Stored records
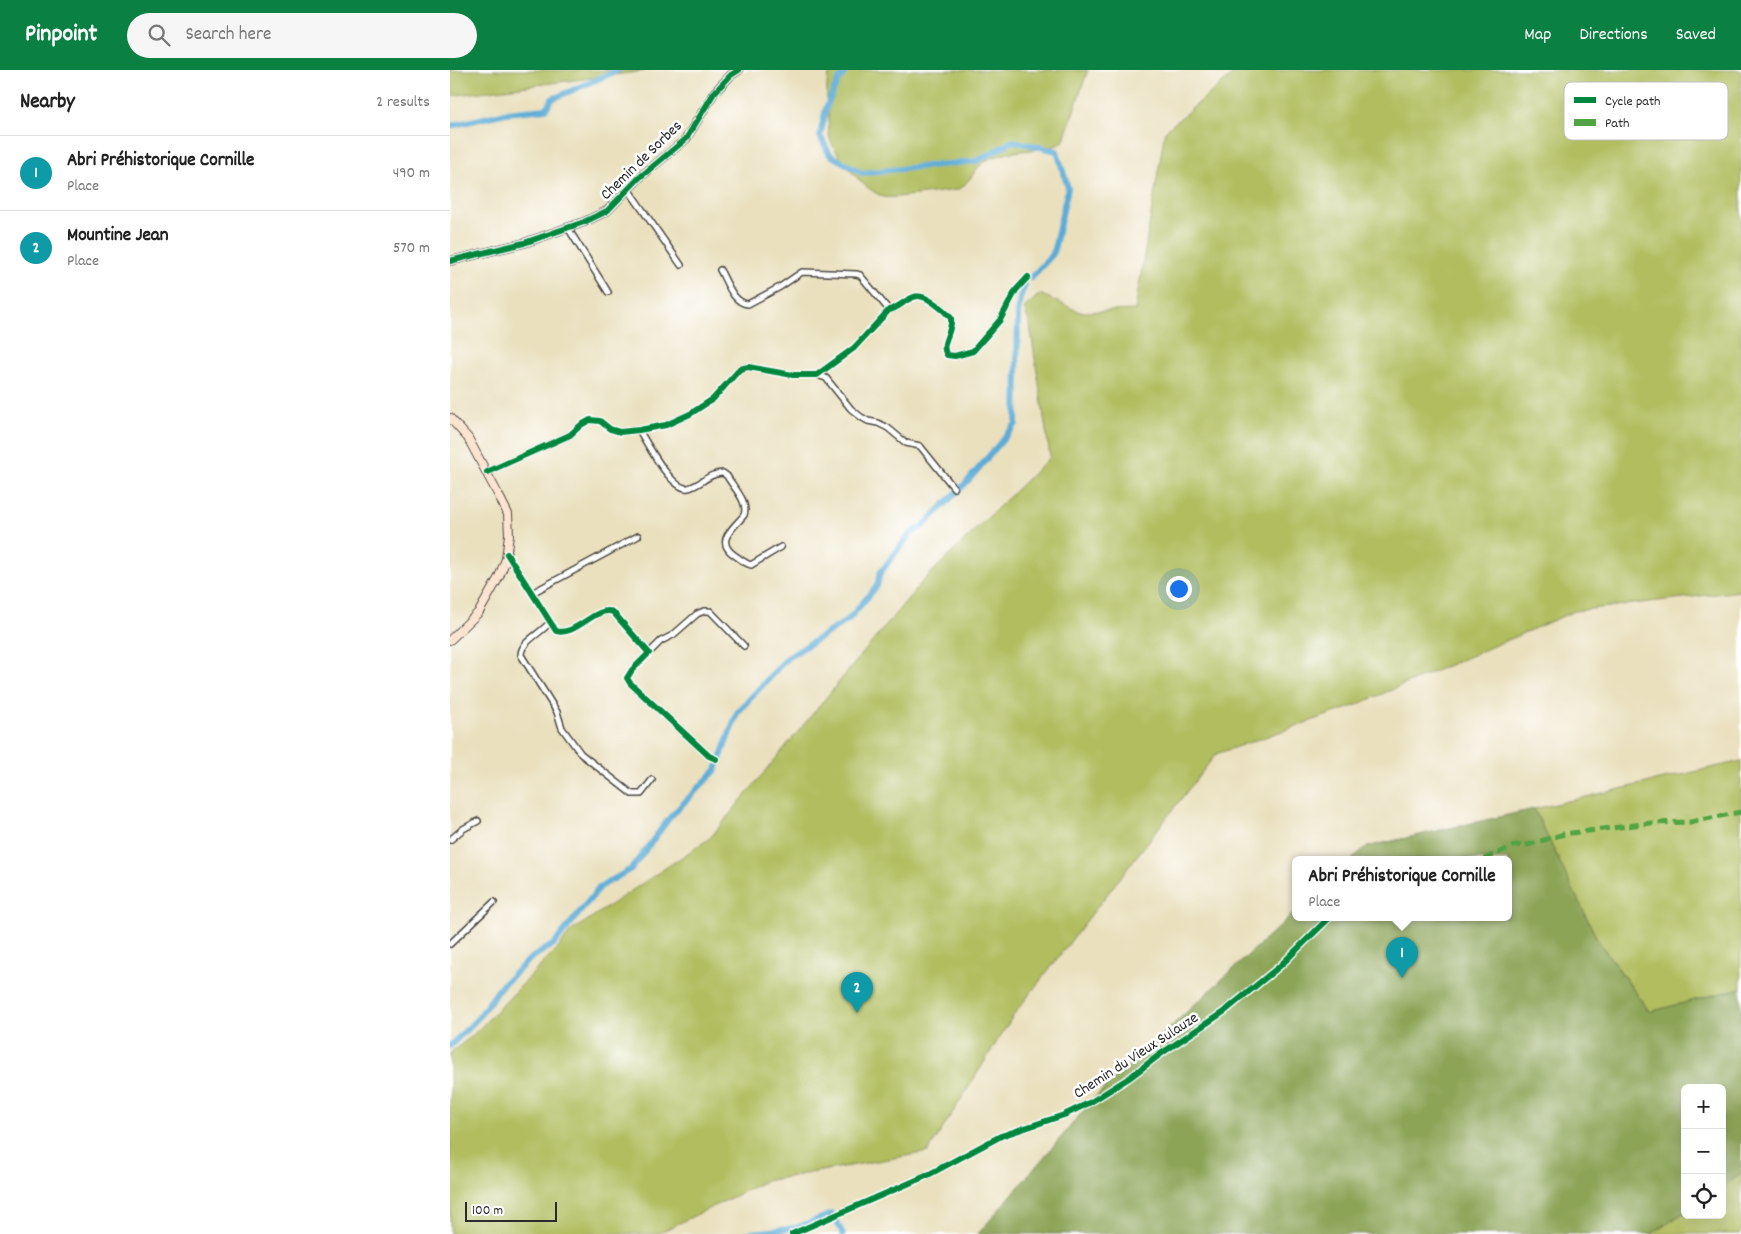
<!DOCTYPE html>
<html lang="en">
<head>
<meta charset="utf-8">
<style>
  :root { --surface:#fff; --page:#f6f6f6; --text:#222; --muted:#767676; --line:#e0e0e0; --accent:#0b8043 }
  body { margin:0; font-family:Dekko,sans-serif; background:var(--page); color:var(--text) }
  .controls { position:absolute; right:15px; bottom:15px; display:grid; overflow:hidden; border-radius:8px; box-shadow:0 5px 20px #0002 }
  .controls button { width:45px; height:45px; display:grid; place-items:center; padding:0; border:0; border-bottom:1px solid var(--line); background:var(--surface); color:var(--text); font:25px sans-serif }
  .scale { position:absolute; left:15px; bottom:12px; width:92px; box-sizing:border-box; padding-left:5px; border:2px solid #2b2b2b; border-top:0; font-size:14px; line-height:18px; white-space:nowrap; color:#2b2b2b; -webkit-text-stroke:4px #fff; paint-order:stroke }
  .you { position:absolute; left:728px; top:518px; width:18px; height:18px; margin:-12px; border:4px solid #fff; border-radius:50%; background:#1a73e8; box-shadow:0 0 0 8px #1a73e833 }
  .badge { display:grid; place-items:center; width:32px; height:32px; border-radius:50%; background:var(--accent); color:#fff; font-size:16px; font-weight:700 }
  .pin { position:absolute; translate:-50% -41px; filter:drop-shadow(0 1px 2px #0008) }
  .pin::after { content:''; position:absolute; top:26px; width:18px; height:15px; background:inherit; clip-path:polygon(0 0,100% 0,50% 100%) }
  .popup { position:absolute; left:842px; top:786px; width:220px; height:65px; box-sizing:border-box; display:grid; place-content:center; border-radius:8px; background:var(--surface); filter:drop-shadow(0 1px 4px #0005); font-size:16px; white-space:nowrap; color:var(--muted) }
  .popup b { font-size:19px; color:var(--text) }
  .popup::after { content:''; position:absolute; left:50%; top:100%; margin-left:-10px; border:10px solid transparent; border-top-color:var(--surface) }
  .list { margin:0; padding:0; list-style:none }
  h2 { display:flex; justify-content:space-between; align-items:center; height:65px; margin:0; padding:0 20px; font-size:21px }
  h2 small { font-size:16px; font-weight:400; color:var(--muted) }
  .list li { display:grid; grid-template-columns:32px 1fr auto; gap:15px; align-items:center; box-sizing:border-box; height:75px; padding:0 20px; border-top:1px solid var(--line) }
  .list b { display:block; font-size:19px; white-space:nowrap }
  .list p { margin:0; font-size:16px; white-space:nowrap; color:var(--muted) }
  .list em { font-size:16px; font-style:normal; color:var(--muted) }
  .icon { flex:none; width:28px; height:28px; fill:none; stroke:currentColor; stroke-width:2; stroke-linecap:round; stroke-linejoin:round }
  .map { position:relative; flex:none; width:1291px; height:1164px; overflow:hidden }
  header { display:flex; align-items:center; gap:30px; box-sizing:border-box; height:70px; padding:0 25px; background:var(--accent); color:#fff }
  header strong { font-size:24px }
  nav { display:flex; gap:28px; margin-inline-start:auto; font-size:18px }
  .search { width:350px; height:45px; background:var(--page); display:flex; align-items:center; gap:12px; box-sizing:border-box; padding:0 18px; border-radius:28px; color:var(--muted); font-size:19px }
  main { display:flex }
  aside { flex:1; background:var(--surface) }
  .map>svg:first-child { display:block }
  .green { fill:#b1bd5f; stroke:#6e7445 }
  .forest { fill:#8ca456; stroke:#5c6840 }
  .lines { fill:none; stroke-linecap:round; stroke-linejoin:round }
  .canal { stroke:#5cacd6; stroke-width:6 }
  .street-casing { stroke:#484641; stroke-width:8 }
  .secondary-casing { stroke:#484641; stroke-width:10 }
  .street { stroke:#fff; stroke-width:5 }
  .secondary { stroke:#fde4d1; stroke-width:8 }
  .quiet { stroke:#51a443; stroke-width:5; stroke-dasharray:10 5; stroke-linecap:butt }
  .cycleway-casing { stroke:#fff; stroke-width:9 }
  .cycleway { stroke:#00873e; stroke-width:6 }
  .labels { text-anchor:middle; stroke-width:5; stroke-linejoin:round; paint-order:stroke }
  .street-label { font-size:16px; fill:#2b2b2b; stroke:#fff }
  .key { fill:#fff; stroke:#bfbfbf; stroke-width:1 }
  .key-label { font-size:14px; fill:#2b2b2b }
</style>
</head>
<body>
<header>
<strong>Pinpoint</strong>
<div class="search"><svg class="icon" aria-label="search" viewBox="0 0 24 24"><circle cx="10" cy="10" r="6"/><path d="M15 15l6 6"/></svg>Search here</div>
<nav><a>Map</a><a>Directions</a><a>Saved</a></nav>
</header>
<main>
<aside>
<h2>Nearby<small>2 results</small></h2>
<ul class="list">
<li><span class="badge" style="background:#0f9aa8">1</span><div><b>Abri Préhistorique Cornille</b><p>Place</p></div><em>490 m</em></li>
<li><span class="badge" style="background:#0f9aa8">2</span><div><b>Mountine Jean</b><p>Place</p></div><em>570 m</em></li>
</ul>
</aside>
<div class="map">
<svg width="1291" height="1164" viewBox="0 0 1291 1164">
  <rect width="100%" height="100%" fill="#fff"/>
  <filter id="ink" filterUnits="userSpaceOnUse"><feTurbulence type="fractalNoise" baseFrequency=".02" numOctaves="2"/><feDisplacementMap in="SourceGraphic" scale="10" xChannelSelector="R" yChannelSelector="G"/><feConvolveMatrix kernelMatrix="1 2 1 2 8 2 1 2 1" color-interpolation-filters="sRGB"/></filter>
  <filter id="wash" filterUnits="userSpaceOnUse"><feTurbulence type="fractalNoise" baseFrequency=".0096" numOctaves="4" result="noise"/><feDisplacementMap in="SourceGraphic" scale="20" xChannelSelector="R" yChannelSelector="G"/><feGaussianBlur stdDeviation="1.12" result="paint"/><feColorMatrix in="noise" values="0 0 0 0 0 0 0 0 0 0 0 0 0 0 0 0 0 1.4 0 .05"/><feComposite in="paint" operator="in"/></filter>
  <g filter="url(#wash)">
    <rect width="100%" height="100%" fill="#eae0be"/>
    <path class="green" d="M0 0H196L195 1 0 26Z
      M381 0H638L613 72C600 80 587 79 571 81 562 82 550 85 541 88 524 95 522 113 507 120 495 121 442 129 434 127 413 119 391 92 381 72 377 63 379 51 378 41 377 26 374 15 381 0Z
      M788 0H1291V521L1125 541 904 636 766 684 565 943 478 1082 315 1111 207 1164H0V983L23 965 109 877 120 862 260 768 471 513 600 387 580 255 574 238 590 224 630 242 685 240 715 61Z
      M1291 691V918L1200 942 1147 869 1084 739Z
      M1291 1104V1164H1201L1235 1142V1145H1272V1117Z"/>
    <path class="forest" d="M1084 739 1147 869 1199 942 1291 918V1104L1272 1117V1018H1235V1142L1201 1164H528L648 1024 846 841V847H1058V789H902L916 777Z"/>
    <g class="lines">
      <path class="canal" d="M397 0 388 11 376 38 370 66 380 85 412 103 527 91 563 71 607 81 618 118 603 184 581 208
        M0 56 56 43 96 39 102 29 169 0
        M0 976 28 948 51 916 81 888 104 874 150 817 181 799 221 746 266 700 287 643 337 588 398 550 427 516 430 503 460 464 472 457 517 412 566 354 568 246 570 227 575 215
        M387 1152 393 1164
        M295 1164 346 1158 382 1144"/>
    </g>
  </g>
  <g filter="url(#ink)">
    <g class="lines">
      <g class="street-casing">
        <path id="street" d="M178 119 231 195
          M118 158 158 222
          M270 200C277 212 283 233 298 234L330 217 352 202 406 204 410 205 439 240
          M367 305 376 308 401 339 411 347 418 351 428 353 438 358 456 373 470 376 504 418
          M189 360C197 373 222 421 238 418 250 416 258 403 273 403L277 406C283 417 299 432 294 445 284 458 265 470 283 484 289 488 294 493 301 495L331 477
          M37 402 120 365 131 355 140 350 150 351 160 359 170 362 189 360 216 355 240 344 263 329 290 299 298 297 343 305H367L404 278 439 240C449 238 454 230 464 227 474 222 495 241 501 248 503 263 489 274 497 285L505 286 523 281 550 250 566 220 578 207
          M57 484 106 561C126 567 146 535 163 542L199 583 182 600 177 608 180 613 259 686 266 689
          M82 523 188 466
          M100 552C92 563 71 571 71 585L107 642 112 658 131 684 182 724H191L202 710
          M199 583 211 571 223 565 247 544 254 541H260L294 576
          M0 770 13 759 28 751
          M0 874 44 832
          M342 1164 476 1106 551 1066 614 1045 641 1032 679 1008 712 983 775 941 830 896 880 847"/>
      </g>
      <g class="secondary-casing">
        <path id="secondary" d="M0 191 74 173 134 152 157 141 189 108 236 69 264 23 281 5 289 0
          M0 348 18 368 50 428 58 444 59 465 56 489 49 507 29 542 0 570"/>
      </g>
      <use href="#street" class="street"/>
      <use href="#secondary" class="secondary"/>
      <path class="quiet" d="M1034 789 1066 775 1074 776 1114 764 1201 753 1241 752 1291 742"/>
      <g class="cycleway-casing">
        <path id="cycleway" d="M0 191 74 173 134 152 157 141 189 108 236 69 264 23 281 5 289 0
          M37 402 120 365 131 355 140 350 150 351 160 359 170 362 189 360 216 355 240 344 263 329 290 299 298 297 343 305H367L404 278 439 240C449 238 454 230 464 227 474 222 495 241 501 248 503 263 489 274 497 285L505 286 523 281 550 250 566 220 578 207
          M57 484 106 561C126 567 146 535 163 542L199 583 182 600 177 608 180 613 259 686 266 689
          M342 1164 476 1106 551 1066 614 1045 641 1032 679 1008 712 983 775 941 830 896 880 847"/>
      </g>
      <use href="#cycleway" class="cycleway"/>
    </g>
  </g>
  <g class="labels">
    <g class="street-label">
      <text transform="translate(190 89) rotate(-44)" y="6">Chemin de Sorbes</text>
      <text transform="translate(685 984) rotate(-33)" y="6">Chemin du Vieux Sulauze</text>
    </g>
  </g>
  <rect x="1114" y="12" width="164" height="58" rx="8" class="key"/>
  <rect x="1124" y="27" width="22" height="6" fill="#00873e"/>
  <rect x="1124" y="49" width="22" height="7" fill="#51a443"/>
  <g class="key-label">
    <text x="1155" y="35">Cycle path</text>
    <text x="1155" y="57">Path</text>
  </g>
</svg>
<div class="controls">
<button>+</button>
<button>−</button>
<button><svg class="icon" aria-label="locate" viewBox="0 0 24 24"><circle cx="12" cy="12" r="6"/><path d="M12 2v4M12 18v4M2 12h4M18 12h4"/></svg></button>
</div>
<div class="scale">100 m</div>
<div class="you"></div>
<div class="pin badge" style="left:952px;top:908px;background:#0f9aa8">1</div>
<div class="popup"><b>Abri Préhistorique Cornille</b>Place</div>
<div class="pin badge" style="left:407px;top:943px;background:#0f9aa8">2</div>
</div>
</main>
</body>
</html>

- _What to produce_: Please find each line in the records above that holds the word "wash", and copy it.

- _Response to the task_:
  <filter id="wash" filterUnits="userSpaceOnUse"><feTurbulence type="fractalNoise" baseFrequency=".0096" numOctaves="4" result="noise"/><feDisplacementMap in="SourceGraphic" scale="20" xChannelSelector="R" yChannelSelector="G"/><feGaussianBlur stdDeviation="1.12" result="paint"/><feColorMatrix in="noise" values="0 0 0 0 0 0 0 0 0 0 0 0 0 0 0 0 0 1.4 0 .05"/><feComposite in="paint" operator="in"/></filter>
  <g filter="url(#wash)">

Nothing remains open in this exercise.